Goodbye to the eclectic teacher who helped us to get by with English language
John Peter Sloan, a great singer, a theatre actor, a comedian, a book writer but above all an eclectic and excellent English teacher died suddenly on 25th May (at the age of 51) for serious breathing problems while he was in his house in Melfi (Sicily).
The Birmingham-born teacher had lived in Italy for thirty years now and was working on several projects, including online lessons from the schools of English he founded based in Rome and Milan, temporarily closed due to the lockdown.
He became soon popular because he was able to teach English in the best way that is involving the students with English and a smile, trying first of all to create an emotional and human bridge between English and Italian culture. That bridge then made access to English grammar more agile which, according to John, is often taught in a peremptory and boring way in Italian schools.
He landed in Milan for the first time in 1990 with his band “The Max” with which he had several concerts scheduled. As soon as he set foot at Linate airport, John noticed that “people didn’t talk, they screamed. Since than he decided that the “Belpaese” would become his new home.
He was immediately one of Zelig’s (the stand-up comedian broadcasted on the Italian channel Italia 1) most loved faces. His English lessons became a cult.
The success came in 2010 with the publication of an English tailor-made course for Italian speakers that became the Best Seller “Instant English”, with the sale of about 300 thousand copies of the first edition. All the gains were then reinvested in the schools of English he founded and directed.

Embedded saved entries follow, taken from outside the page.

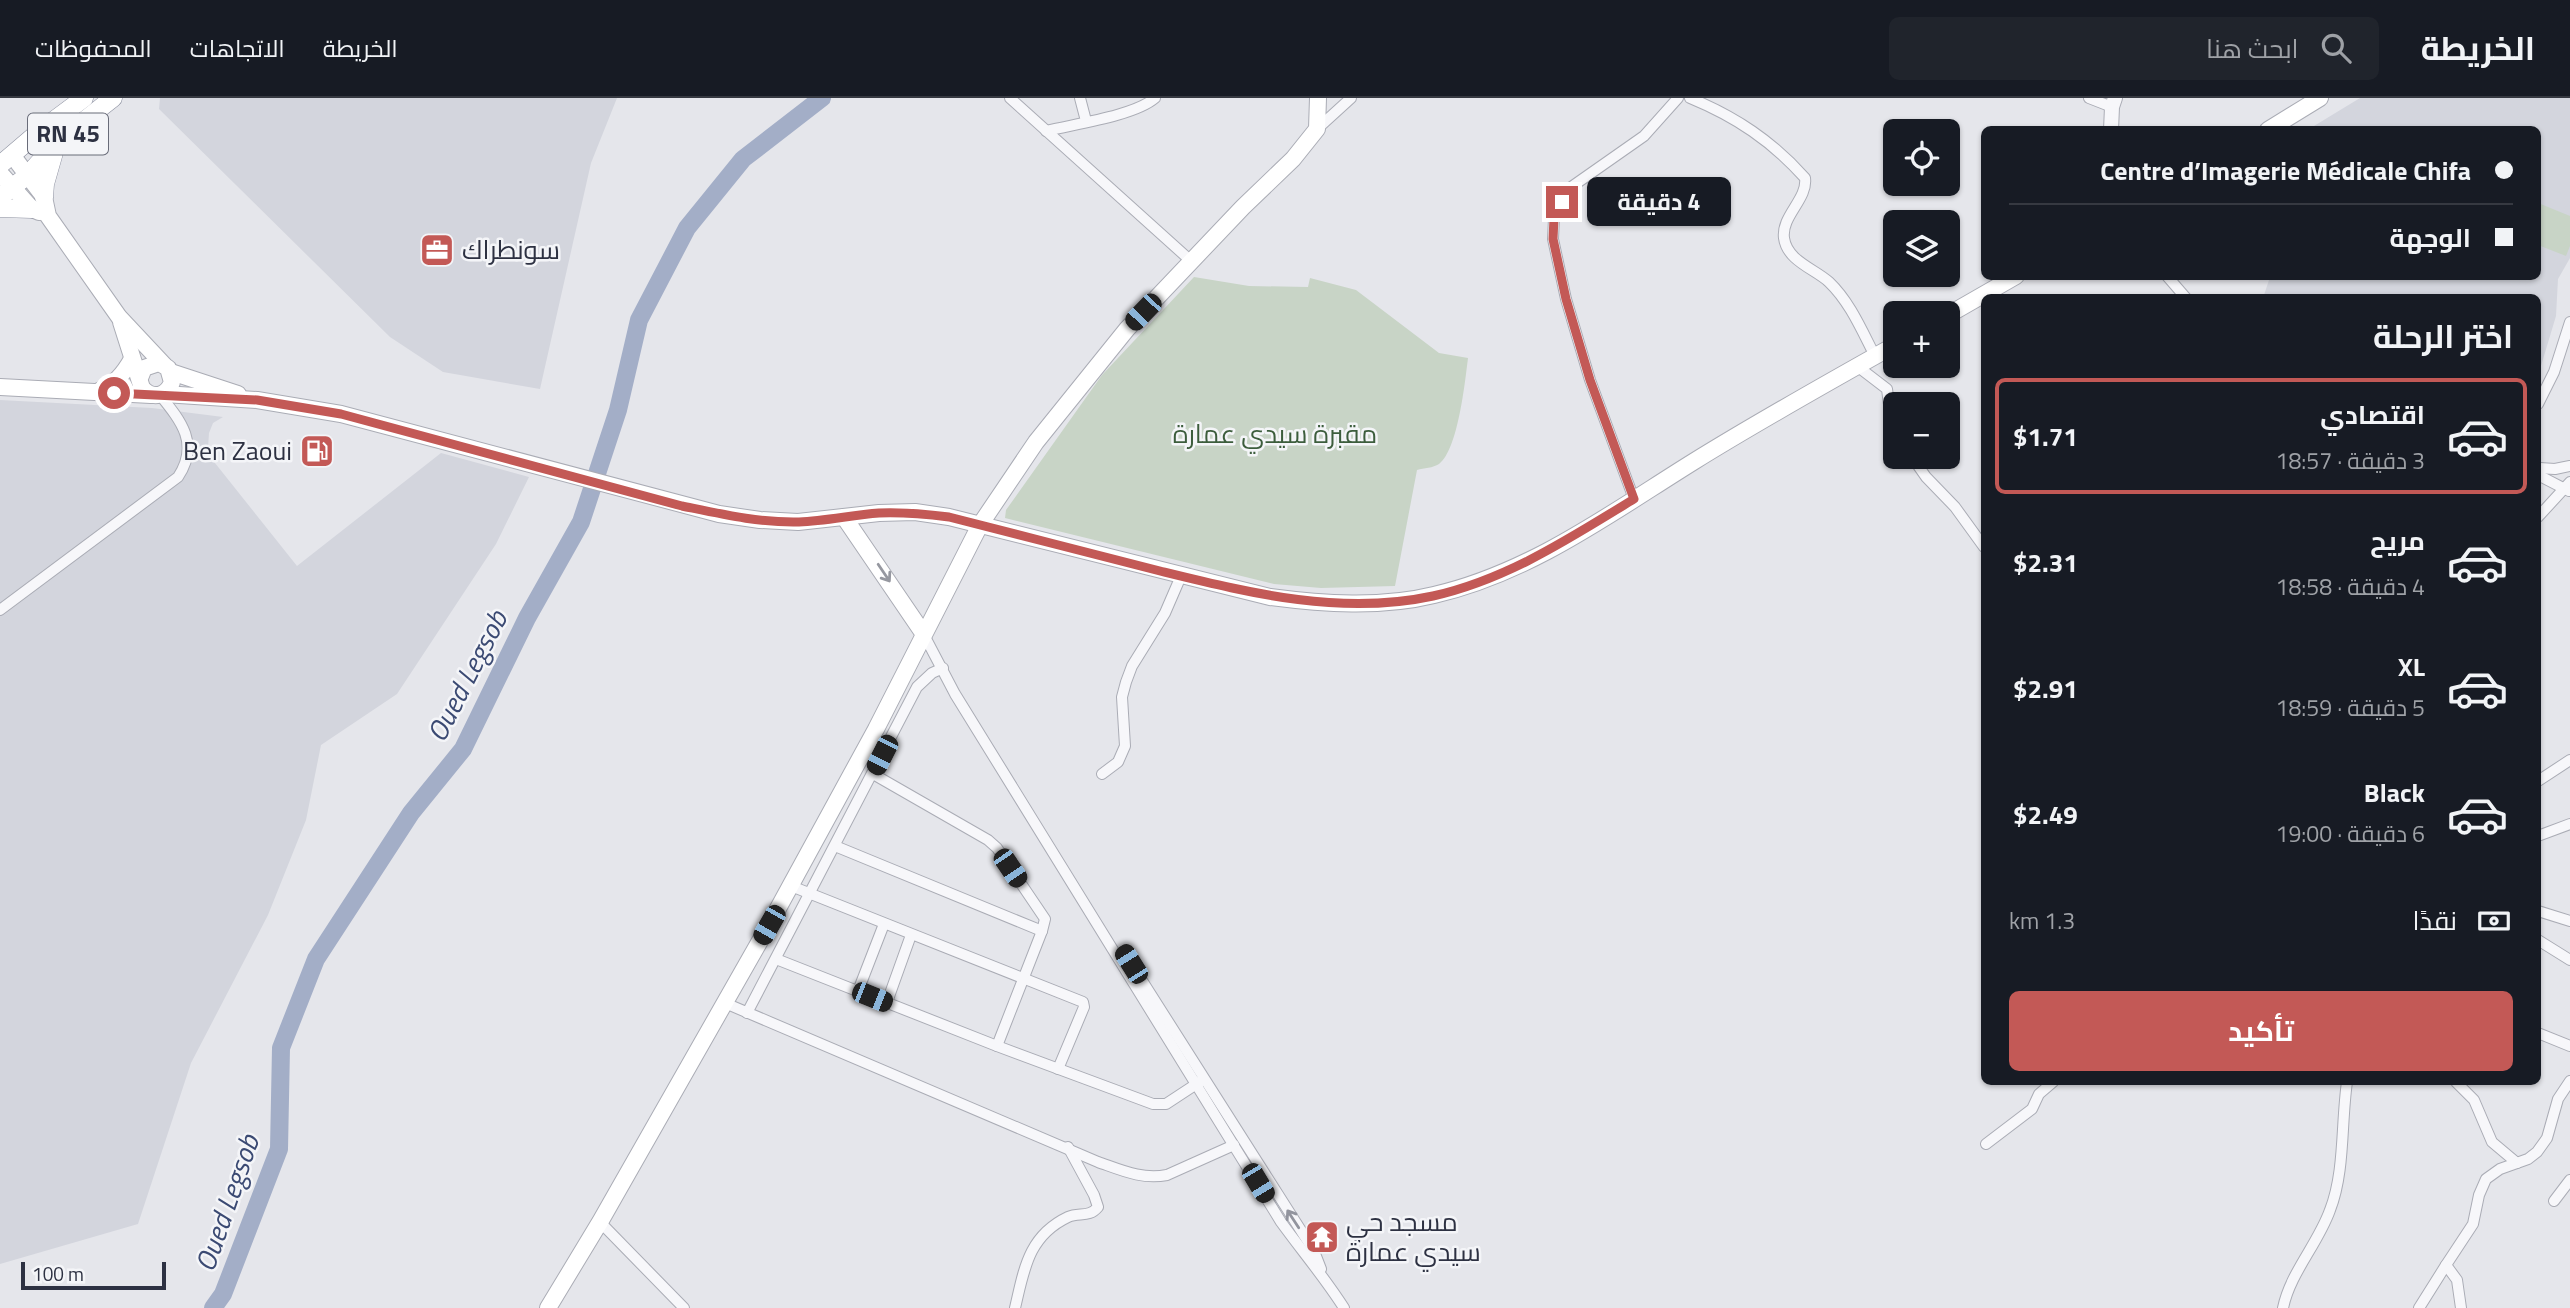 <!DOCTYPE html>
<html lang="ar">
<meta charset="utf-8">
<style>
body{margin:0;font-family:"Titillium Web",Cairo,sans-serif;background:#20242c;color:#f1f3f6;direction:rtl;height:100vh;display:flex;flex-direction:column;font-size:26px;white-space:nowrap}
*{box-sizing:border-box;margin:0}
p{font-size:23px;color:#9ea1a6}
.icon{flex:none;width:38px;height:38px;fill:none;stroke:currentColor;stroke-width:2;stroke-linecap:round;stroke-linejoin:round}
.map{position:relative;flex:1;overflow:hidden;direction:ltr}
.drawer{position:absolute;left:1981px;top:196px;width:560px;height:791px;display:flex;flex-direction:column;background:#171b24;border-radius:10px;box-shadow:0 2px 5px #0004;direction:rtl}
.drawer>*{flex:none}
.banner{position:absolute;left:1981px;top:28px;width:560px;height:154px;border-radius:10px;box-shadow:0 2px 5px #0004;direction:rtl;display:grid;align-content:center;height:154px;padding:0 28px;background:#171b24}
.fabs{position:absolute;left:1883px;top:21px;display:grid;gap:14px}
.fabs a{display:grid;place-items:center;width:77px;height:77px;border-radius:10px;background:#171b24;box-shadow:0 2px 5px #0004;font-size:35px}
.scale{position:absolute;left:21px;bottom:18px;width:145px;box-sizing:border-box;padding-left:7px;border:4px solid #2d3142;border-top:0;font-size:19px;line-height:24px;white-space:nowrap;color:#2d3142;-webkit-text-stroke:5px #f4f5f8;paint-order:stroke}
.end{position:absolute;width:32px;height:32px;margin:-16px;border:9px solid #c35956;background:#fff;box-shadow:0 0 0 4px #fff}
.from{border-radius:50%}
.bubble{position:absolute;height:49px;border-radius:10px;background:#171b24;box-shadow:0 2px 5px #0004;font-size:23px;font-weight:700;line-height:49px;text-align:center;direction:rtl}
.car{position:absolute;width:21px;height:42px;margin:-21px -10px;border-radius:9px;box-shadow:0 0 5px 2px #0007;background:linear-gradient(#222 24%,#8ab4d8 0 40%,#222 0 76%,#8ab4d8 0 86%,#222 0)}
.banner b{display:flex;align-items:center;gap:24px;height:66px;font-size:26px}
.banner b+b{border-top:2px solid #363941}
.banner i{width:18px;height:18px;background:#f1f3f6}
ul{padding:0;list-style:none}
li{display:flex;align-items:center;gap:21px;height:116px;margin:0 14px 10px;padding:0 14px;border:4px solid transparent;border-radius:10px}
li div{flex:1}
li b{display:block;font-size:26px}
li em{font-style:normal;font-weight:700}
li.on{border-color:#c35956}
li>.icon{width:63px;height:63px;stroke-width:1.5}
h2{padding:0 28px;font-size:32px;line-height:84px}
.pay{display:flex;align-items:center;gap:18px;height:77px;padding:0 28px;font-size:26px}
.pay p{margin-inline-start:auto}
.primary-button{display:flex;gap:14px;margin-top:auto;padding:14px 28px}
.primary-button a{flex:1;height:80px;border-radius:10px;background:#c35956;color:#fff;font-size:28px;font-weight:700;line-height:80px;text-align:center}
header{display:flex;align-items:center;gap:42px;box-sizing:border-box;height:98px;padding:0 35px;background:#171b24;border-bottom:2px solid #363941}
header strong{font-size:33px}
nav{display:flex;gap:38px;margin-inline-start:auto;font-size:24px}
.search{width:490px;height:63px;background:#20242c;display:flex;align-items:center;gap:18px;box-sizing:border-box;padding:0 24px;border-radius:10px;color:#9ea1a6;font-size:26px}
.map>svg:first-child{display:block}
.built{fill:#d3d5dd}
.green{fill:#c8d4c6}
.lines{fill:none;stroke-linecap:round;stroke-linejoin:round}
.river{stroke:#a3aec7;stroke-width:18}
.minor-casing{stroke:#aaacb5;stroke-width:12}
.tertiary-casing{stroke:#aaacb5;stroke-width:16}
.secondary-casing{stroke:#aaacb5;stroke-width:18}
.trunk-casing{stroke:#8d91a0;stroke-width:19}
.minor{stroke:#f7f7fa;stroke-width:10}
.tertiary{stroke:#f7f7fa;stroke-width:14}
.secondary{stroke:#fff;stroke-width:16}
.trunk{stroke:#fff;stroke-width:18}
.oneway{stroke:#9698a0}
.oneway2{stroke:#92949e}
.route{stroke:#c35956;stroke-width:9}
.labels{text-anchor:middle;stroke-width:5;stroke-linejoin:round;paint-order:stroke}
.shield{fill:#f4f5f8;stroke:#696c79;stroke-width:2}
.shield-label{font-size:24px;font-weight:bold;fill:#2d3142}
.poi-label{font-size:26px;fill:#2d3142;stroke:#f4f5f8;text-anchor:start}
.park-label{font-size:26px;fill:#3c5d3c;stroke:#f4f5f8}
.water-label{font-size:28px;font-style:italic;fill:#3b4a73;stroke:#f4f5f8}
</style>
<header>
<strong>الخريطة</strong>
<div class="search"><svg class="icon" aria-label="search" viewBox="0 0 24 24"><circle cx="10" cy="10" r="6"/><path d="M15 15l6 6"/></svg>ابحث هنا</div>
<nav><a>الخريطة</a><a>الاتجاهات</a><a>المحفوظات</a></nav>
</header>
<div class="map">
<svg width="2570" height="1210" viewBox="0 0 2570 1210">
<rect width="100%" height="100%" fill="#e5e6eb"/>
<!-- built -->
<g class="built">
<polygon points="160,0 617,0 591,65 540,291 443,274 390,239 159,11"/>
<polygon points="2360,0 2570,0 2570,160 2558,181 2556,218 2538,278 2538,200 2263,200 2270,179 2538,178 2538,32 2309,31"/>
<polygon points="0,302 152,310 223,319 213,325 209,335 208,350 211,360 297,468 441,355 529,379 496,446 397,596 321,647 306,722 268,817 191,965 138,1126 0,1166"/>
</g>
<!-- green -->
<g class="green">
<polygon points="2538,105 2570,118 2570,148 2566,158 2538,147"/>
<path d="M 1194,179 L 1249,188 L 1308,189 L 1310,180 L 1356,192 L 1439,255 L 1468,260 C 1465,284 1458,352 1439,366 C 1433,370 1424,370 1417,372 L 1395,488 L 1321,490 L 1274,486 L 1005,420 L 1006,412 L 1102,277 Z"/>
</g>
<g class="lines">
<!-- river -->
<polyline class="river" points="213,1210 223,1196 279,1051 281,950 316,861 411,715 463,651 527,520 581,424 618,312 639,222 687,130 743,61 822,0"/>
<!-- minor casing -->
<g class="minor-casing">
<g id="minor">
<polyline points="1010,0 1191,163"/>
<polyline points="1080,0 1086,23"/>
<path d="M 1690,0 C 1736,19 1772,43 1805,80 C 1808,101 1781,118 1784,140 C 1787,163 1815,171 1829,184 C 1850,204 1862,233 1875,258"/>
<polyline points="2089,0 2112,9"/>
<polyline points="1317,31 1351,0"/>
<path d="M 1046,33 C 1074,26 1134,18 1155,0"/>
<polyline points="2167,178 2186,200"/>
<polyline points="1857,268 1887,291 1891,322 1895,332"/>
<polyline points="2538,306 2554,274 2570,224"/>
<polyline points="1912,359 1926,379 1955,409 1984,449"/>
<polyline points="2538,370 2555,371 2570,368"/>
<polyline points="2538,377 2569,393"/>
<polyline points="1634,401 1590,282 1566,201 1553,141 1554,120 1567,92 1644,38 1678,0"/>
<polyline points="2538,419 2570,384"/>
<path d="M 0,512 L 178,379 C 200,346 181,323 160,297"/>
<path d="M 923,535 L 955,596 L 1281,1124 C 1302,1153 1325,1180 1344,1210"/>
<polyline points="873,676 988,742 997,750 1045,821 1042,833 997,948"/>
<polyline points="1102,676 1118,664 1125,648 1122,599 1126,584 1132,568 1165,515 1181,478"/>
<polyline points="2538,683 2570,662"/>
<polyline points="2538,738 2570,726"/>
<polyline points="835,748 1042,833"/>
<polyline points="791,788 1083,904 1084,909 1058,971"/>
<polyline points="2538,813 2570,823"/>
<polyline points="2538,842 2570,862"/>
<polyline points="1127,859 1314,1153 1321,1171"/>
<polyline points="776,861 997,948 1153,1006 1166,1006 1201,983"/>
<polyline points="858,893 884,826"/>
<polyline points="887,904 911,837"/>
<path d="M 725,905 L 1098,1064 C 1121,1072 1142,1082 1167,1077 L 1234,1047"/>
<polyline points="747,915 917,589 932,575 943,570"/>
<polyline points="2538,935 2570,948"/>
<polyline points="2456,984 2474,1002 2492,1044 2517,1065"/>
<polyline points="1986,1046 2032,1011 2039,996 2053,984"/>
<polyline points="2554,1103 2570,1082"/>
<polyline points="600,1124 684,1210"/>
<path d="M 1015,1210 C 1024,1172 1028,1138 1068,1119 C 1079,1114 1089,1120 1098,1109 L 1094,1097 L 1068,1049"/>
<path d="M 2283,1210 C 2290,1175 2318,1146 2330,1112 C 2345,1074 2341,1025 2347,984"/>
<polyline points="2419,1210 2446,1167"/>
<polyline points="2461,1210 2457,1182 2446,1167 2473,1126 2479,1097 2486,1081 2500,1071 2528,1061 2537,1054 2547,1040 2558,1001 2570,983"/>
</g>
</g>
<!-- tertiary casing -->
<g class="tertiary-casing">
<polyline id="tertiary" points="2111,32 2112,9 2115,0"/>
</g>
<!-- secondary casing -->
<g class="secondary-casing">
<g id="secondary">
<polyline points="2268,32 2320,0"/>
<polyline points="12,57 44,99 48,118 119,219 164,267"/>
<polyline points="0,75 32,111 39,114"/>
<polyline points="1948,217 2016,178"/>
<path d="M 121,224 L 142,290 C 153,302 167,298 172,284 L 168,270 L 159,265 L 144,270 L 140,280"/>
<polyline points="171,274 238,296"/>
<polyline points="0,289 151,297"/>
<path d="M 97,294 C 115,286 123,277 132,261"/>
<path d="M 164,296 L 257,302 L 341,316 L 719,416 L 760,422 L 798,424 L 879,415 L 915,414 L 949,419 L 1270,499 C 1323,506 1381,510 1434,497 C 1530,475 1611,415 1693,364 C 1759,323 1827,285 1895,247"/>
<polyline points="844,419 923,535"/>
<polyline points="548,1210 600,1124 769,827 876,631 980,427 1036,344 1127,231 1243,109 1293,61 1317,31 1318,0"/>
</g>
</g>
<!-- trunk casing -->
<g class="trunk-casing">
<g id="trunk">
<polyline points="0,67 41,32 84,0"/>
<polyline points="0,99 28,77 57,44 113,0"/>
<polyline points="44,99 45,86 55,51"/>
<polyline points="0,110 32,111"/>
</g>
</g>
<!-- minor -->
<use href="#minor" class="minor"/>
<!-- tertiary -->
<use href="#tertiary" class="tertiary"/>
<!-- secondary -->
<use href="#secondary" class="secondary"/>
<!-- trunk -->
<use href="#trunk" class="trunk"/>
</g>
<!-- one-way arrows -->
<defs><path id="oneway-shaft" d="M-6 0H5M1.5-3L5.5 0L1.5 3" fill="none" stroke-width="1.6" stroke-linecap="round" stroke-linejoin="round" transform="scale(1.75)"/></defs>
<use class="oneway" href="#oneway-shaft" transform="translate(884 475) rotate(56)"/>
<use class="oneway2" href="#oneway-shaft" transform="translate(1293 1121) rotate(-123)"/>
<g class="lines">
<!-- route -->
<path class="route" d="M 114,295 L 257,302 L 341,316 L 682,408 C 721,416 760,425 799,424 C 826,423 852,417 879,415 C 903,414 925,416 949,419 C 1019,437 1090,455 1160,473 C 1250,495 1341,518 1433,498 C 1508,481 1570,440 1634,401 L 1590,282 L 1566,201 L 1553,141 L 1554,120 L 1562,104"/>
</g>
<!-- icons -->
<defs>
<g id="office-square" transform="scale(1.75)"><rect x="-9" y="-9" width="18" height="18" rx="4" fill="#c35956" stroke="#f4f5f8"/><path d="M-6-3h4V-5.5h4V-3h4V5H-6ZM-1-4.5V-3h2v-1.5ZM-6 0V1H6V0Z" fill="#fff"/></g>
<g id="fuel-square" transform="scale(1.75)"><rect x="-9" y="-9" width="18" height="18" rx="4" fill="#c35956" stroke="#f4f5f8"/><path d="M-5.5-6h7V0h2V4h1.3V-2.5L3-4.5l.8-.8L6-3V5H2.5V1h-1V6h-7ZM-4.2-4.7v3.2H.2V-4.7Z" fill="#fff"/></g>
<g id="temple-square" transform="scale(1.75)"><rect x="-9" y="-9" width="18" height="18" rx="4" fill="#c35956" stroke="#f4f5f8"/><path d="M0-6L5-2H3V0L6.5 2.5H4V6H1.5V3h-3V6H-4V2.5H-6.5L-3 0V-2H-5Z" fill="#fff"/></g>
</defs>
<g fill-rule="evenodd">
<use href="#office-square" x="437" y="152"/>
<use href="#fuel-square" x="317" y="353"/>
<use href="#temple-square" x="1322" y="1139"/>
</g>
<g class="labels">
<!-- shield labels -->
<rect class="shield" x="28" y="15.5" width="80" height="41" rx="5"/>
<g class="shield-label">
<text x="68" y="44">RN 45</text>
</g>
<!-- poi labels -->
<g class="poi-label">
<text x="462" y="161">سونطراك</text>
<text x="292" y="362" text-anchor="end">Ben Zaoui</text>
<text x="1346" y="1133">مسجد حي<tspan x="1346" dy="30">سيدي عمارة</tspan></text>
</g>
<!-- park labels -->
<g class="park-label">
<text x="1275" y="345">مقبرة سيدي عمارة</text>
</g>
<!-- water labels -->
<g class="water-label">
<text transform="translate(467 578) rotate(-63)" y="10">Oued Legsob</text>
<text transform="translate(227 1105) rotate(-71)" y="10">Oued Legsob</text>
</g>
</g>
</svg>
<div class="fabs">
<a><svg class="icon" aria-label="locate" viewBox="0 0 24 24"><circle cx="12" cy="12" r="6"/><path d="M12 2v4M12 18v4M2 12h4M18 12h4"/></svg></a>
<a><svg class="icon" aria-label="layers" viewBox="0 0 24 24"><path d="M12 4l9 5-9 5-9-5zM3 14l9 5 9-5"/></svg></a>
<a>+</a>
<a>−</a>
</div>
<div class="scale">100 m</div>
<i class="end from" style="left:114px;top:295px"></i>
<i class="end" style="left:1562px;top:104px"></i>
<div class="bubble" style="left:1587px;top:79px;width:144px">4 دقيقة</div>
<i class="car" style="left:1143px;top:214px;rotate:224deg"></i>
<i class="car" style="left:882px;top:657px;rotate:207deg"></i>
<i class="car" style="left:1010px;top:770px;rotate:146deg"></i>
<i class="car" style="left:769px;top:827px;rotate:210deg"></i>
<i class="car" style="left:1131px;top:866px;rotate:328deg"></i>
<i class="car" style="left:872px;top:899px;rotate:112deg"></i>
<i class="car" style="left:1258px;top:1085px;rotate:149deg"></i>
<div class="banner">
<b><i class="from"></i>Centre d’Imagerie Médicale Chifa</b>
<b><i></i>الوجهة</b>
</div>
<section class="drawer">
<h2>اختر الرحلة</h2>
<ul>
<li class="on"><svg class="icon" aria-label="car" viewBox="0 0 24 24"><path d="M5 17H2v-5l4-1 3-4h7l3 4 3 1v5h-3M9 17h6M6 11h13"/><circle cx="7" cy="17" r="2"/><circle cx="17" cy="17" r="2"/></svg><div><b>اقتصادي</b><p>3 دقيقة · 18:57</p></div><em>$1.71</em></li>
<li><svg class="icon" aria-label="car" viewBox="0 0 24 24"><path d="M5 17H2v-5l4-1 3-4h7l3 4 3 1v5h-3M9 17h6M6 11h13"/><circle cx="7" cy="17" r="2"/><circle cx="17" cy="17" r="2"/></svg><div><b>مريح</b><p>4 دقيقة · 18:58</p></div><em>$2.31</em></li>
<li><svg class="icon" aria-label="car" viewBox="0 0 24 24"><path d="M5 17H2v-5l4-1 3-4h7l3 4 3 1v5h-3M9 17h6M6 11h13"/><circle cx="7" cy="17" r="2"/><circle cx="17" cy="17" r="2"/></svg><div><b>XL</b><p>5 دقيقة · 18:59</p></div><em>$2.91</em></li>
<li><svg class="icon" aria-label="car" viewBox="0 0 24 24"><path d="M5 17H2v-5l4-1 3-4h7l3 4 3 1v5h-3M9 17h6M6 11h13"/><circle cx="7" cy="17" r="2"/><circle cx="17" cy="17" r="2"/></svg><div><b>Black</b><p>6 دقيقة · 19:00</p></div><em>$2.49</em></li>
</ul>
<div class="pay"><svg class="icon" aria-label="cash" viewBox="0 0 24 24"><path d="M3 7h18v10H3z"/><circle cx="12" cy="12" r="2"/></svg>نقدًا<p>1.3 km</p></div>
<div class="primary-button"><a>تأكيد</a></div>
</section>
</div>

His famous method: the “Sloan Method” was based on irony and charisma an integrated approach with non-formal education which combined play and smile with rules and vocabulary.
We hope, as students, that his brilliant ideas, criticisms, methods and proposals can have a following and a development, always seasoned with some laughter and with the sweet memory of his figure.
And I can say that your way of teaching that was a real labour of love, is for me as you would say “a big feather in my cap”.